For Wes Hardman, who hires employees at the Austin-area Sears & Roebuck store, Project RIO has become a valuable source of reliable workers. Mr. Hardman says he hired all three of the Project RIO candidates he's seen, and they rank among his best employees.

"I think it's been an untapped resource for quite some time," says Hardman. "I get 80 or 90 applications a week, and in doing that I've come across people who have randomly mentioned having done jail time. But the difference is that the people who have come through Project RIO have made a change in their lives. There is some acknowledgment that they have made a mistake but have done something about it to overcome their problem."

Programs like Project RIO, which focus on rehabilitation, mark a departure of sorts for American criminal justice, which has recently focused on punishment. Paul Gendreau, a former prison administrator, says the shift is occurring because so-called tough-on-crime approaches have failed in their mission of reducing crime.

"We know what doesn't work: it's boot camps, scared-straight programs, electronic monitoring, mandatory drug testing, anything that uses threats," says Mr. Gendreau, now a professor of criminal justice at the University of New Brunswick in St.
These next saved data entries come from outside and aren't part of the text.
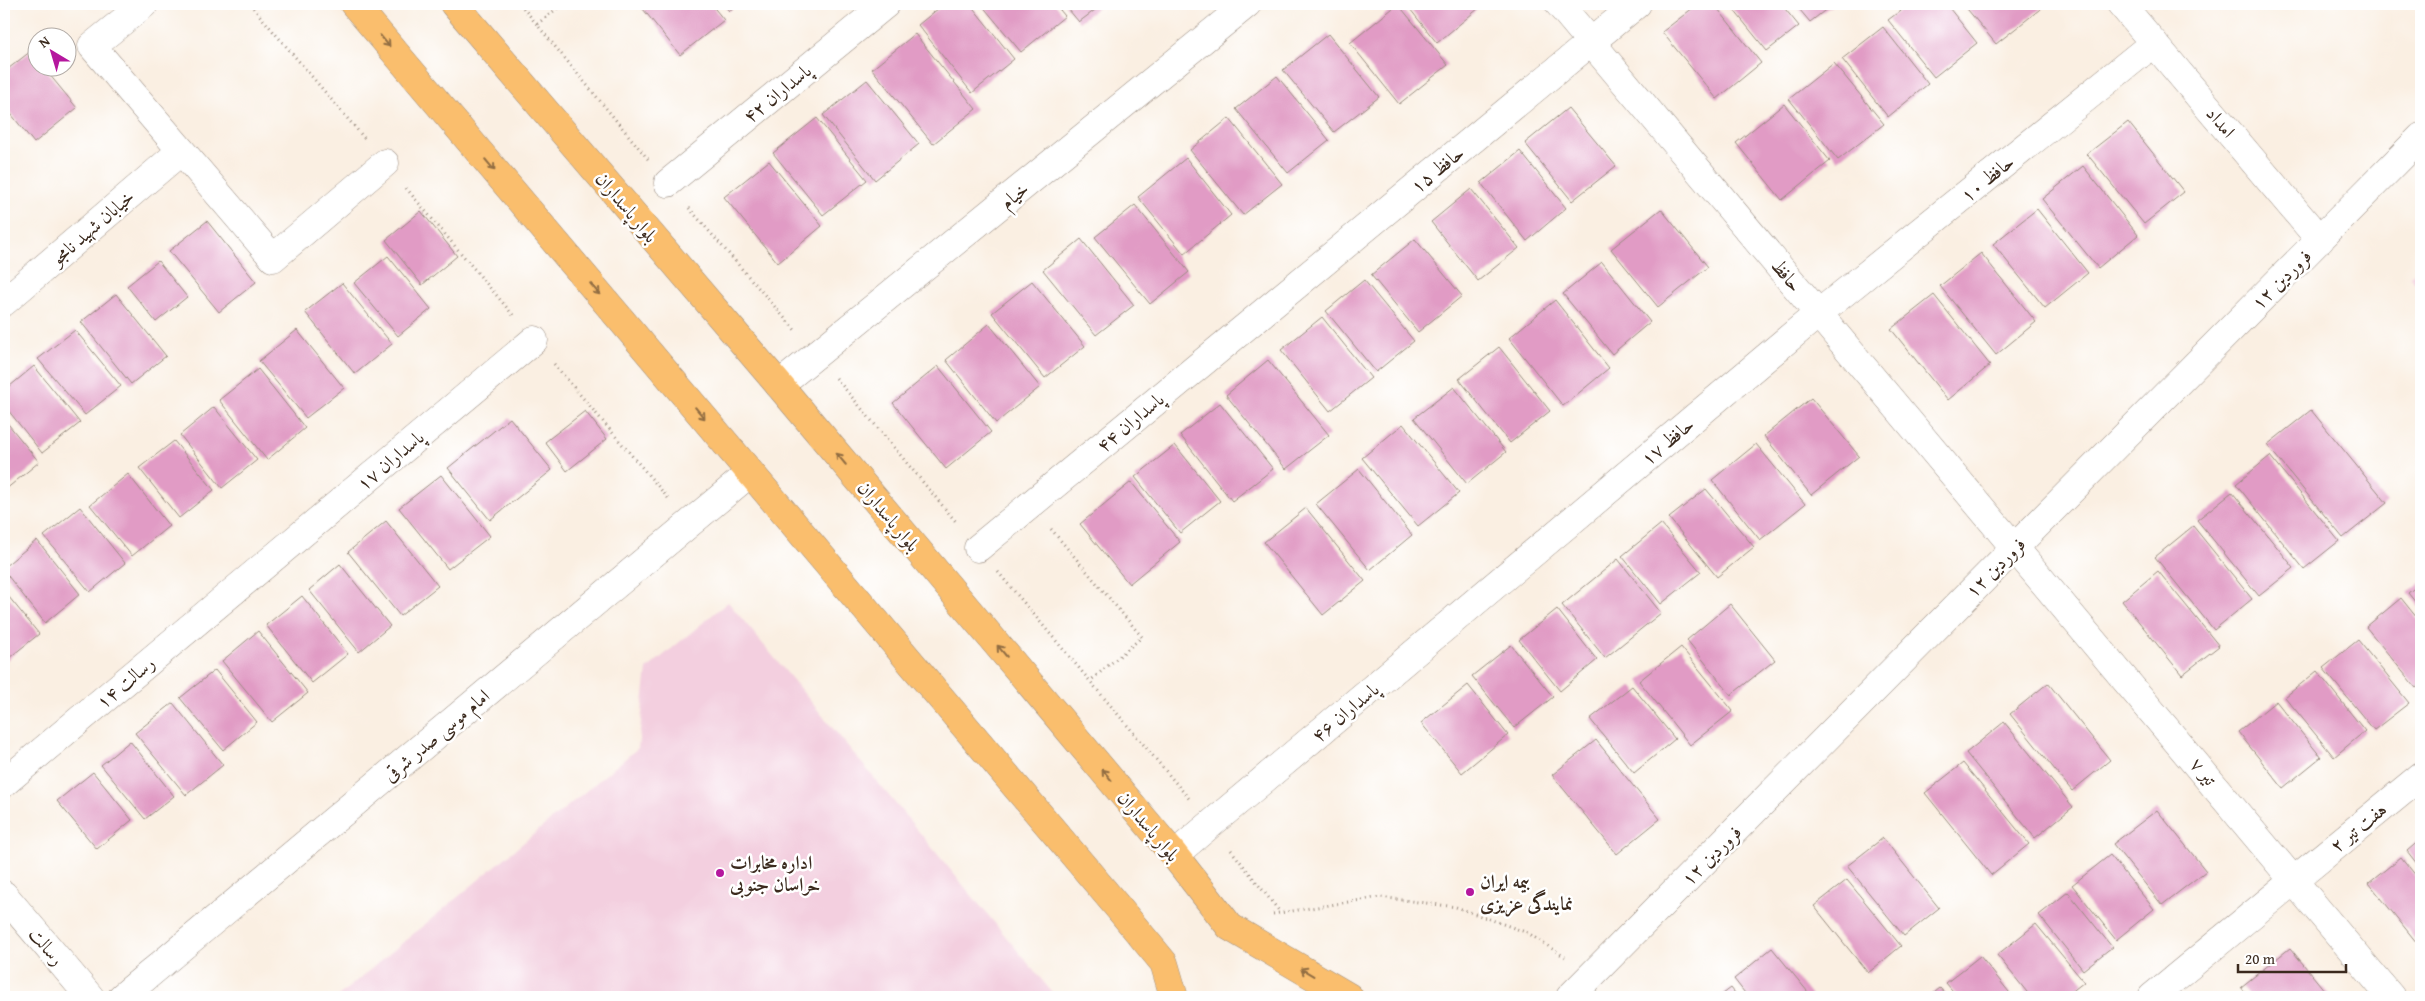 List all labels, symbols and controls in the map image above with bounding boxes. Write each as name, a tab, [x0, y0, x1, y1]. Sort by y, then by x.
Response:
north arrow	[28, 28, 78, 78]
text: N	[34, 31, 54, 53]
one-way arrow	[379, 34, 390, 47]
street label: پاسداران ۴۲	[737, 56, 818, 129]
street label: امداد	[2200, 100, 2242, 144]
street label: حافظ ۱۵	[1404, 139, 1470, 199]
street label: حافظ ۱۰	[1954, 148, 2020, 208]
one-way arrow	[484, 158, 495, 171]
street label: بلوار پاسداران	[589, 166, 665, 248]
street label: خیام	[994, 175, 1036, 218]
street label: خیابان شهید نامجو	[42, 182, 140, 273]
street label: ۱۲ فروردین	[2244, 242, 2318, 316]
street label: حافظ	[1765, 252, 1809, 298]
one-way arrow	[589, 282, 600, 295]
street label: پاسداران ۴۴	[1090, 384, 1171, 459]
one-way arrow	[694, 407, 706, 420]
street label: حافظ ۱۷	[1634, 410, 1700, 472]
street label: پاسداران ۱۷	[350, 422, 431, 497]
one-way arrow	[836, 453, 847, 466]
street label: بلوار پاسداران	[851, 475, 927, 557]
street label: ۱۲ فروردین	[1958, 530, 2032, 604]
one-way arrow	[997, 644, 1008, 657]
street label: رسالت ۱۴	[89, 649, 161, 715]
street label: پاسداران ۴۶	[1305, 674, 1386, 749]
street label: امام موسی صدر شرقی	[377, 682, 497, 790]
street label: ۷ تیر	[2184, 751, 2224, 792]
one-way arrow	[1101, 769, 1112, 782]
street label: بلوار پاسداران	[1111, 785, 1187, 867]
street label: هفت تیر ۲	[2324, 795, 2392, 859]
street label: ۱۲ فروردین	[1674, 818, 1748, 892]
place label: اداره مخابرات خراسان جنوبی	[729, 848, 820, 898]
marker: اداره مخابرات خراسان جنوبی	[714, 867, 726, 879]
place label: بیمه ایران نمایندگی عزیزی	[1480, 867, 1573, 917]
marker: بیمه ایران نمایندگی عزیزی	[1464, 886, 1476, 898]
street label: رسالت	[23, 921, 71, 971]
scale bar	[2238, 941, 2345, 973]
text: 20 m	[2245, 948, 2276, 969]
one-way arrow	[1301, 967, 1315, 977] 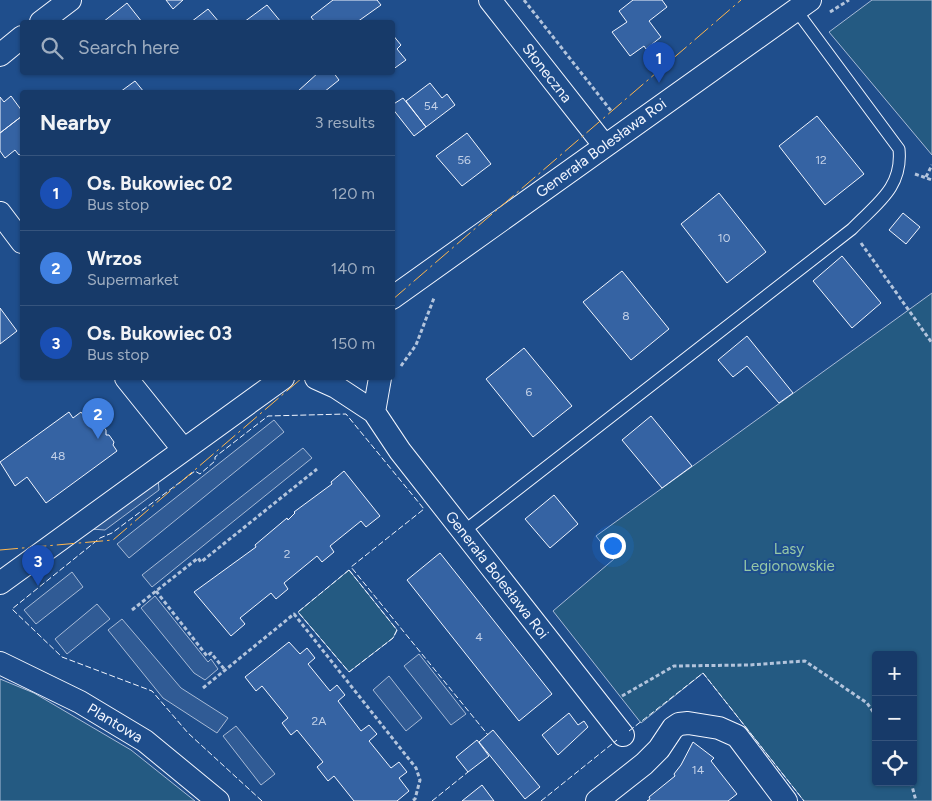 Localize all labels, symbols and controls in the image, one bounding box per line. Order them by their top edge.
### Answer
search box [20,20,395,75]
icon: search [38,34,66,62]
text: Search here [78,36,180,59]
street label: Słoneczna [518,40,576,106]
pin: 1 [643,42,675,83]
street label: Generała Bolesława Roi [532,95,670,201]
house number: 54 [424,99,439,113]
text: Nearby [40,110,111,135]
text: 3 results [315,113,375,132]
house number: 56 [457,153,471,167]
house number: 12 [815,153,827,167]
text: Os. Bukowiec 02 [87,172,232,195]
text: 1 [53,184,59,203]
text: 120 m [332,184,375,203]
text: Bus stop [87,195,149,214]
house number: 10 [718,231,731,245]
text: Wrzos [87,247,142,270]
text: 2 [51,259,61,278]
text: 140 m [331,259,375,278]
text: Supermarket [87,270,179,289]
house number: 8 [622,309,630,323]
text: Os. Bukowiec 03 [87,322,232,345]
text: 3 [52,334,60,353]
text: 150 m [331,334,375,353]
text: Bus stop [87,345,149,364]
house number: 6 [526,385,533,399]
pin: 2 [82,398,114,439]
house number: 48 [51,449,65,463]
street label: Generała Bolesława Roi [442,508,552,642]
your location [600,533,626,559]
park label: Lasy Legionowskie [743,540,835,575]
pin: 3 [22,545,54,586]
house number: 2 [284,547,290,561]
house number: 4 [475,630,483,644]
map controls [872,651,917,786]
button: + [872,651,917,696]
button: − [872,696,917,741]
street label: Plantowa [84,699,146,747]
house number: 2A [312,714,326,728]
button: locate [872,741,917,786]
house number: 14 [692,763,705,777] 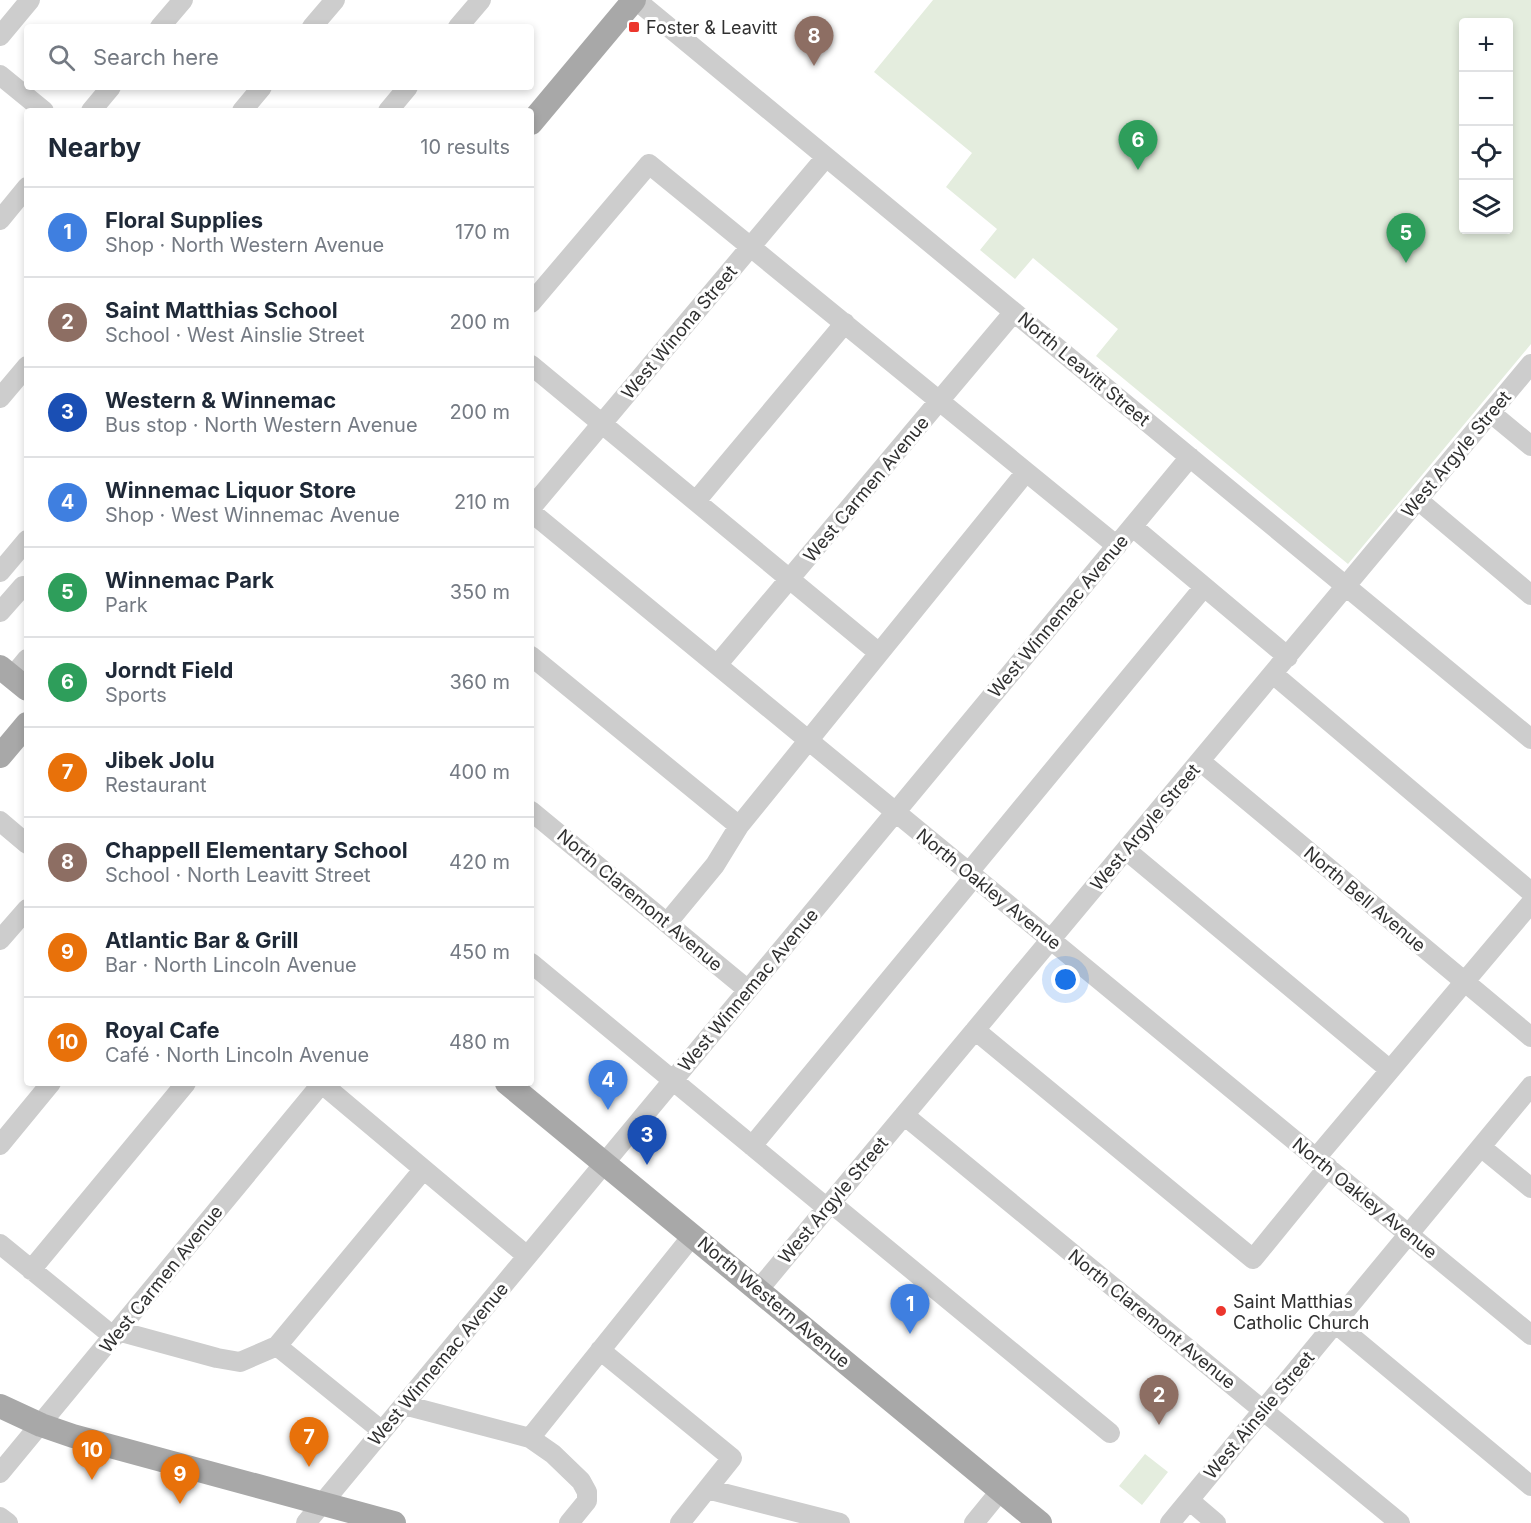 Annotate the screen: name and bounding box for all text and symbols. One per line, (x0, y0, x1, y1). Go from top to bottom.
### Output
pin: 8 (794, 16, 834, 66)
place label: Foster & Leavitt (646, 17, 778, 38)
map controls (1459, 18, 1513, 234)
button: + (1459, 18, 1513, 72)
marker: Foster & Leavitt (627, 20, 641, 34)
search box (24, 24, 534, 90)
icon: search (45, 41, 78, 74)
text: Search here (93, 44, 219, 70)
button: − (1459, 72, 1513, 126)
pin: 6 (1118, 120, 1158, 170)
button: locate (1459, 126, 1513, 180)
text: Nearby (48, 132, 141, 163)
text: 10 results (420, 135, 510, 159)
button: layers (1459, 180, 1513, 234)
text: Floral Supplies (105, 207, 263, 233)
pin: 5 (1386, 214, 1426, 263)
text: 1 (63, 220, 72, 244)
text: 170 m (455, 220, 510, 244)
text: Shop · North Western Avenue (105, 233, 384, 257)
street label: West Winona Street (617, 261, 741, 403)
text: Saint Matthias School (105, 297, 338, 323)
street label: North Leavitt Street (1014, 308, 1154, 430)
text: 2 (61, 310, 74, 334)
text: 200 m (449, 310, 510, 334)
text: School · West Ainslie Street (105, 323, 365, 347)
street label: West Argyle Street (1397, 386, 1515, 522)
text: Western & Winnemac (105, 387, 336, 413)
text: 3 (61, 400, 74, 424)
text: 200 m (449, 400, 510, 424)
street label: West Carmen Avenue (799, 412, 933, 566)
text: Bus stop · North Western Avenue (105, 413, 418, 437)
text: Winnemac Liquor Store (105, 477, 356, 503)
text: 4 (61, 490, 74, 514)
text: 210 m (454, 490, 510, 514)
text: Shop · West Winnemac Avenue (105, 503, 400, 527)
street label: West Winnemac Avenue (984, 530, 1132, 702)
text: Winnemac Park (105, 567, 274, 593)
text: 5 (61, 580, 74, 604)
text: 350 m (450, 580, 510, 604)
text: Park (105, 593, 148, 617)
text: Jorndt Field (105, 657, 233, 683)
text: 6 (61, 670, 74, 694)
text: 360 m (449, 670, 510, 694)
text: Sports (105, 683, 167, 707)
text: Jibek Jolu (105, 747, 215, 773)
street label: West Argyle Street (1086, 759, 1204, 895)
text: 7 (62, 760, 73, 784)
text: 400 m (449, 760, 510, 784)
text: Restaurant (105, 773, 207, 797)
street label: North Oakley Avenue (913, 824, 1065, 954)
street label: North Claremont Avenue (553, 825, 727, 975)
text: Chappell Elementary School (105, 837, 408, 863)
street label: North Bell Avenue (1300, 842, 1430, 956)
text: 8 (61, 850, 74, 874)
text: 420 m (449, 850, 510, 874)
text: School · North Leavitt Street (105, 863, 371, 887)
street label: West Winnemac Avenue (674, 904, 822, 1076)
text: Atlantic Bar & Grill (105, 927, 299, 953)
text: 9 (61, 940, 74, 964)
text: 450 m (449, 940, 510, 964)
text: Bar · North Lincoln Avenue (105, 953, 357, 977)
your location (1051, 965, 1080, 994)
text: Royal Cafe (105, 1017, 220, 1043)
text: 10 (56, 1030, 79, 1054)
text: 480 m (449, 1030, 510, 1054)
text: Café · North Lincoln Avenue (105, 1043, 369, 1067)
pin: 4 (588, 1060, 628, 1110)
pin: 3 (628, 1116, 666, 1165)
street label: West Argyle Street (774, 1132, 892, 1268)
street label: North Oakley Avenue (1289, 1133, 1441, 1263)
street label: West Carmen Avenue (95, 1201, 227, 1357)
street label: North Western Avenue (694, 1232, 854, 1372)
street label: North Claremont Avenue (1064, 1245, 1240, 1393)
street label: West Winnemac Avenue (364, 1278, 512, 1450)
pin: 1 (890, 1284, 930, 1334)
place label: Saint Matthias Catholic Church (1233, 1291, 1370, 1333)
marker: Saint Matthias Catholic Church (1214, 1304, 1228, 1318)
street label: West Ainslie Street (1200, 1347, 1318, 1483)
pin: 2 (1140, 1376, 1178, 1425)
pin: 7 (290, 1418, 328, 1467)
pin: 10 (72, 1430, 112, 1480)
pin: 9 (160, 1454, 200, 1504)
John, Canada. "People who believe in these programs are solidly committed to magical thinking."

But even programs that offer a leg up on life will have only a marginal effect on the overall crime rate, Gendreau says, since the sort of people who qualify for job programs are usually self-selecting, nonviolent offenders who wouldn't have returned to crime in the first place. Such programs reduce repeat criminal behavior by an average of 10 to 15 percent.

Frank Cullen, a criminal-justice professor at the University of Cincinnati, says that job programs that provide only job skills aren't going after the heart of the problem, which is that many career criminals are simply people who have never learned social skills. "It would be like if you had raised children, but only gave them lessons in math or English, without any focus on values and no means of self-control," says Dr. Cullen. "When people return to crime, it's usually not because they don't have a job."

But for John, the former felon who runs his own construction company, there is no question that a Project RIO meeting in prison was the turning point in his life. He still remembers the speaker that day, a well-dressed African-American man who spoke with the passion of a preacher about the value of work, and the need for better values.

"Had I not gone to that meeting, I wouldn't be sitting here talking to you today," says John, sipping soda at a South Austin burger joint. He also wouldn't be in a position to hire employees, a number of whom are themselves graduates of Project RIO.

"I was given a fair shake," John says of his hiring policies. "I'd like to be in a position to see more people given a fair shake."